Since New York Mayor Andrew Cuomo first signed the bill that would allow the first ever medical cannabis program in the state 18 months ago, and this month was when the doors officially opened. While the bill had been talked about greatly by lawmakers over that period, the interest in people taking part in it has turned out very low.

The numbers provided by the New York State Department of Health show that a mere 166 patients have signed up with the program that will allow them to obtain medical cannabis. Out of the 79,000 active doctors in the entire state, only 226 have gone through the proper procedure to become eligible to prescribe cannabis to their patients.

New York deputy state director for the Drug Policy Alliance, Julie Netherland, says that “It’s hard for me to celebrate this as a success. I don’t think, for those of us who fought so hard to pass this bill, this is what we were fighting for.”

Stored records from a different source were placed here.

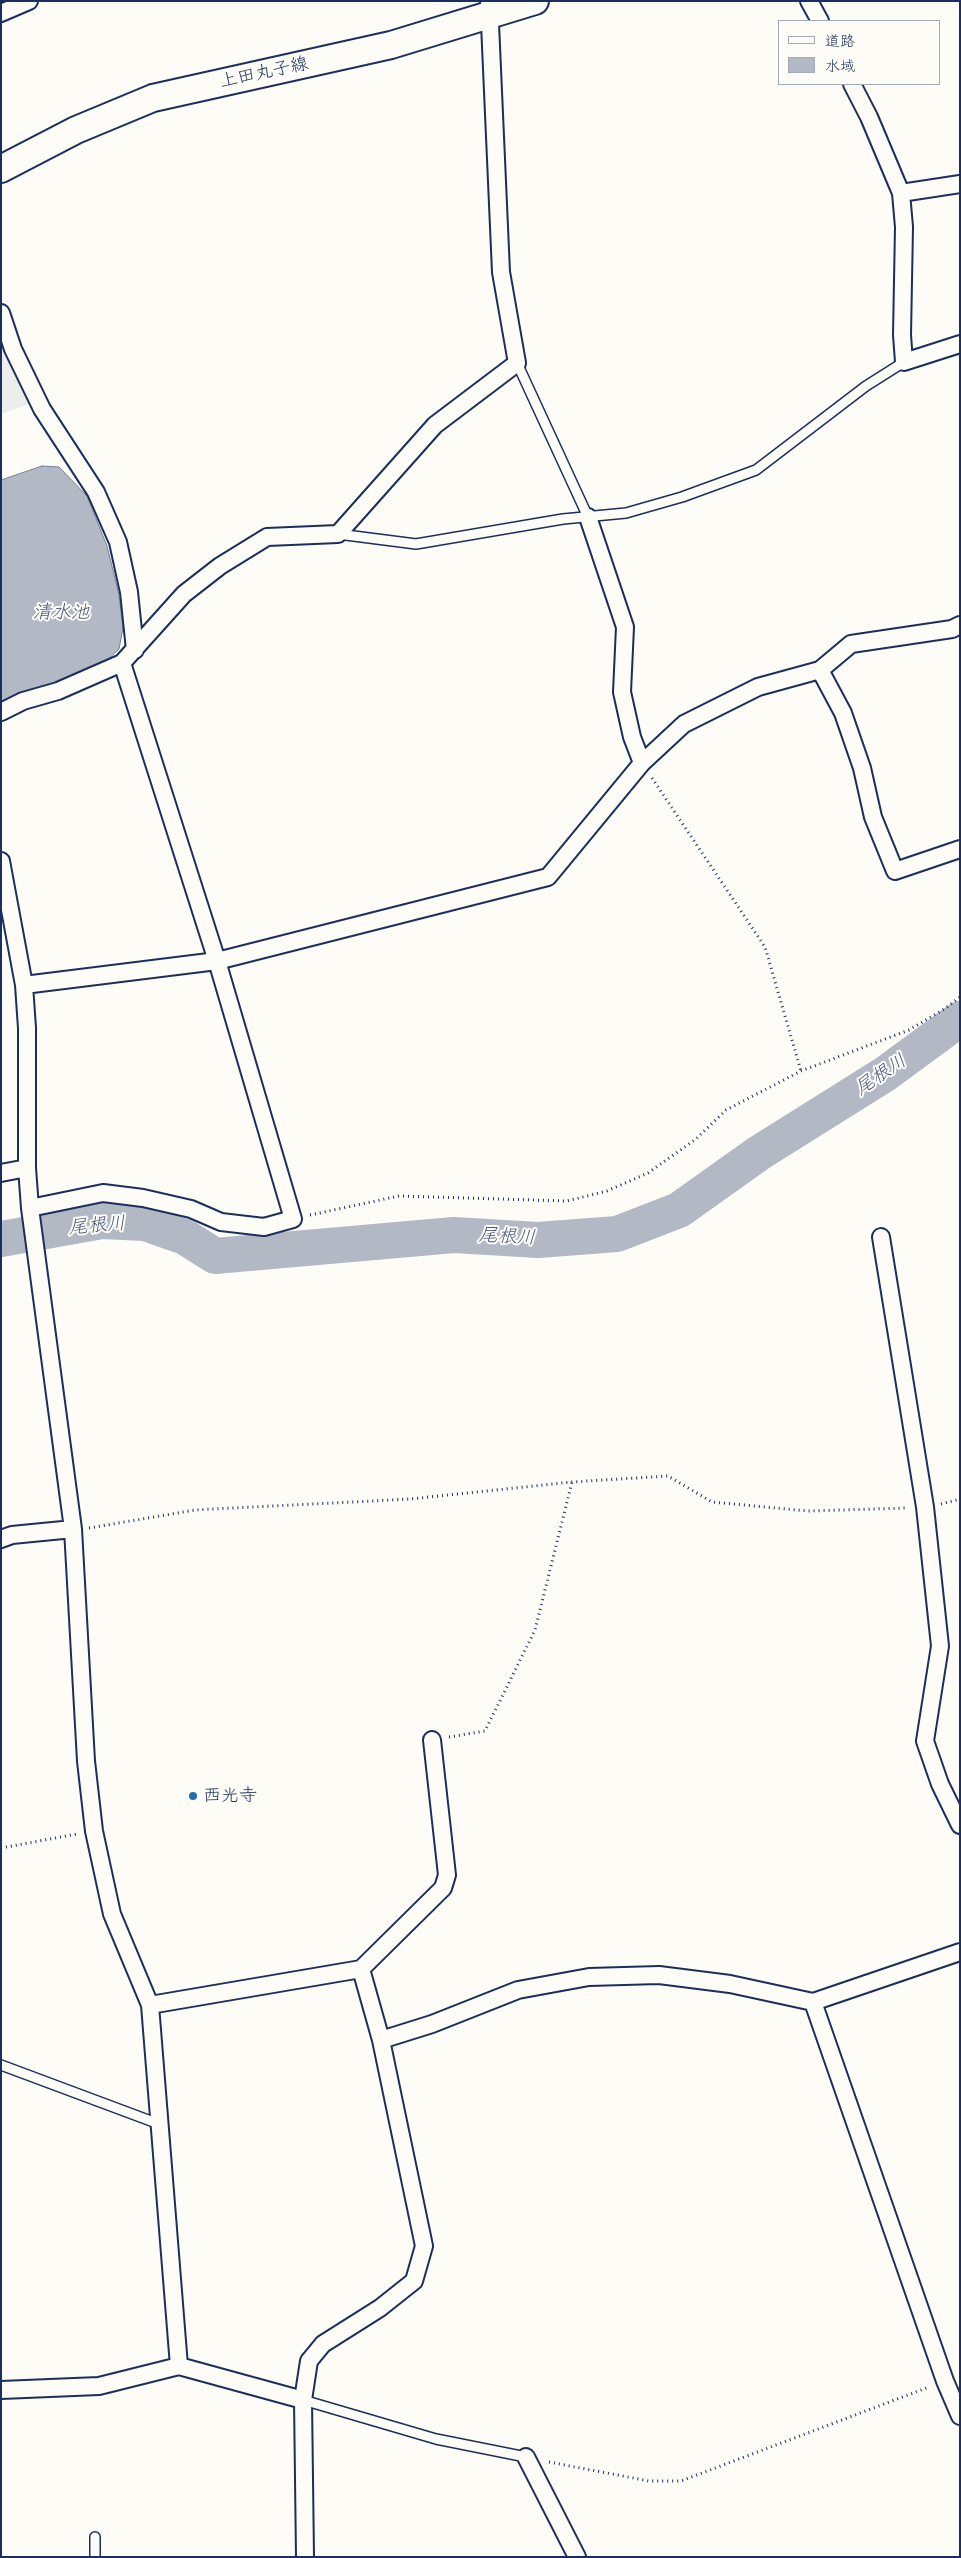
<!DOCTYPE html>
<html>
<head>
<meta charset="utf-8">
<style>
  body { margin:0 }
  #map { position:relative; width:961px; height:2558px; overflow:hidden; background:#fdfcf7; font-family:"Patrick Hand","Klee One",sans-serif }
  canvas { display:block }
  .frame { position:absolute; inset:0; border:2px solid #1b2f5e; pointer-events:none }
  .legend { position:absolute; left:778px; top:20px; width:162px; height:65px; box-sizing:border-box; background:#fdfcf7; border:1px solid #a3aaba; margin:0; padding:6px 9px; list-style:none; font-size:15px; color:#1b2f5e }
  .legend li { display:flex; align-items:center; gap:10px; height:25px }
  .legend b { width:25px; border:1px solid #a3aaba }
</style>
</head>
<body>
<div id="map">
<canvas width="961" height="2558"></canvas>
<div class="frame"></div>
<ul class="legend">
<li><b style="height:6px;background:#fdfcf7"></b>道路</li>
<li><b style="height:14px;background:#b3b8c5"></b>水域</li>
</ul>
</div>
<script>
const context = document.querySelector('canvas').getContext('2d');
context.lineJoin = 'round';
function fillPath(path, color) { context.fillStyle = color; context.fill(path, 'evenodd'); }
const toPath = rows => new Path2D(rows.map(r => 'M' + r).join(''));
function stroke(path, color, width, dash) { context.strokeStyle = color; context.lineWidth = width; context.lineCap = dash ? 'butt' : 'round'; context.setLineDash(dash || []); context.stroke(path); }
function drawText(font, color, halo, rows, align = 'center') {
  context.font = font + ' "Patrick Hand","Klee One",sans-serif'; context.lineWidth = 4; context.setLineDash([]); context.textBaseline = 'middle'; context.strokeStyle = halo; context.fillStyle = color; for (const [text, x, y, turn = 0] of rows) {
    context.save(); context.translate(x, y); context.rotate((+turn || 0) * Math.PI / 180); context.textAlign = isNaN(turn) ? turn : align; if (halo) context.strokeText(text, 0, 0); context.fillText(text, 0, 0); context.restore();
  }
}
fillPath(toPath([
  [1,338,29,404,1,414]
]), '#edeeec');
const water = toPath([
  [42,466,59,467,87,496,107,546,119,595,123,628,119,649,104,663,1,705,1,480,42,466]
]);
fillPath(water, '#b3b8c5');
stroke(water, '#76819c', 1);
stroke(toPath([
  [1,1239,102,1221,145,1223,185,1237,215,1256,454,1235,538,1240,617,1234,679,1210,759,1153,885,1074,960,1019]
]), '#b3b8c5', 36);
const lane = toPath([
  [517,363,588,517],
  [338,534,416,544,563,519,626,513,682,497,756,470,866,386,904,362],
  [1,2065,159,2124],
  [303,2400,436,2439,526,2457],
  [95,2557,95,2537]
]);
const street = toPath([
  [809,1,820,21],
  [1,13,29,1],
  [852,84,869,117,901,193,904,227,902,335,904,362,960,344],
  [901,193,960,184],
  [1,313,13,349,42,409,96,492,118,542,129,592,135,650],
  [588,517,625,627,622,692,632,737,642,763],
  [820,670,843,713,862,768,873,817,895,871,960,849],
  [1,712,23,701,58,691,122,663,184,594,220,566,267,537,338,534,435,425,517,363,501,272,489,1],
  [1,861,24,985,27,1028,27,1168,30,1208,73,1529,86,1761,94,1831,112,1914,150,2005,179,2366],
  [24,985,217,961,548,877,642,763,684,724,758,687,820,670,851,644,952,629,960,625],
  [1,1173,27,1168],
  [30,1208,103,1193,143,1198,191,1209,221,1222,264,1227,293,1219,217,961,122,663],
  [881,1237,925,1507,940,1646,925,1741,940,1784,960,1825],
  [1,1539,12,1535,73,1529],
  [361,1969,443,1888,447,1875,432,1740],
  [813,2002,945,2381,960,2416],
  [150,2005,361,1969,381,2040,424,2246,414,2281,380,2308,323,2344,309,2361,303,2400,305,2557],
  [381,2040,432,2024,518,1990,589,1977,659,1975,730,1984,813,2002,960,1952],
  [1,2390,99,2386,179,2366,303,2400],
  [526,2457,577,2557]
]);
const primary = toPath([
  [1,169,76,130,153,98,391,45,535,1]
]);
stroke(lane, '#1b2f5e', 12);
stroke(street, '#1b2f5e', 20);
stroke(primary, '#1b2f5e', 30);
stroke(toPath([
  [652,778,765,947,801,1071],
  [310,1215,399,1196,567,1201,607,1191,648,1173,696,1139,726,1110,801,1071,909,1030,946,1008,960,997],
  [941,1504,960,1499],
  [89,1528,195,1510,410,1499,572,1482,668,1476,712,1502,808,1511,907,1508],
  [449,1737,485,1731,535,1630,572,1482],
  [1,1848,77,1834],
  [549,2462,649,2481,681,2481,929,2387]
]), '#1b2f5e', 3, [1, 4]);
stroke(lane, '#fdfcf7', 9);
stroke(street, '#fdfcf7', 16);
stroke(primary, '#fdfcf7', 26);
for (const [x, y, r, color] of [
  [193,1796,5,"#1f6fb2"]
]) { const dot = new Path2D(); dot.arc(x, y, r, 0, 2 * Math.PI); context.fillStyle = color; context.fill(dot); stroke(dot, '#fdfcf7', 2); }
drawText('18px', '#1b2f5e', '#fdfcf7', [
  ["上田丸子線",264,73,-12]
]);
drawText('18px', '#1b2f5e', '#fdfcf7', [
  ["西光寺",203,1796]
], 'left');
drawText('italic 19px', '#49587d', '#fdfcf7', [
  ["清水池",61,613],
  ["尾根川",881,1075,-34],
  ["尾根川",97,1226,-5],
  ["尾根川",507,1237,3]
]);
</script>
</body>
</html>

Technically, doctors can’t “prescribe” medical cannabis since it is still banned by the FDA, but they can recommend it only if they are certified. They must complete a $249, four-hour online course before they can then register with the state. This course covers such topics as dosing, effects, safety, and the science of medical cannabis and how it is applied to treat ten life-threatening or debilitating conditions. One in forty patients across the state, or around 500,000, are qualified to receive medical cannabis.

One reason why so few have signed up is because the list of qualified physicians hasn’t even been released to the public, instead the list will only be available to doctors. “That creates another barrier for patients. They don’t have a way to find the physicians who are enrolled, and not enough physicians are enrolled in the first place,” said Netherland.

Another concern is the affordability of cannabis for medical use which is often daily. The laws specify that insurance will not cover medical cannabis, so patients have to pay for it out of their own pocket. Advocates have been promoting the idea of the Department of Health creating a charity pool from the tax revenue collected from selling cannabis, and using that to help lower income people. “Now we’re left with the goodwill of the five producers. Whether they voluntarily choose to provide a discount or system for low-income patients remains to be seen,” Netherland said.

This theme is similar here in Canada, where local dispensaries are providing the majority of medical cannabis to people instead of the licensed producer system in place. People are voting with their dollars, and the results show that so far people prefer what the dispensaries have to offer when compared with the LPs. The New York situation obviously has a long ways to go and with a ton of room for improvement.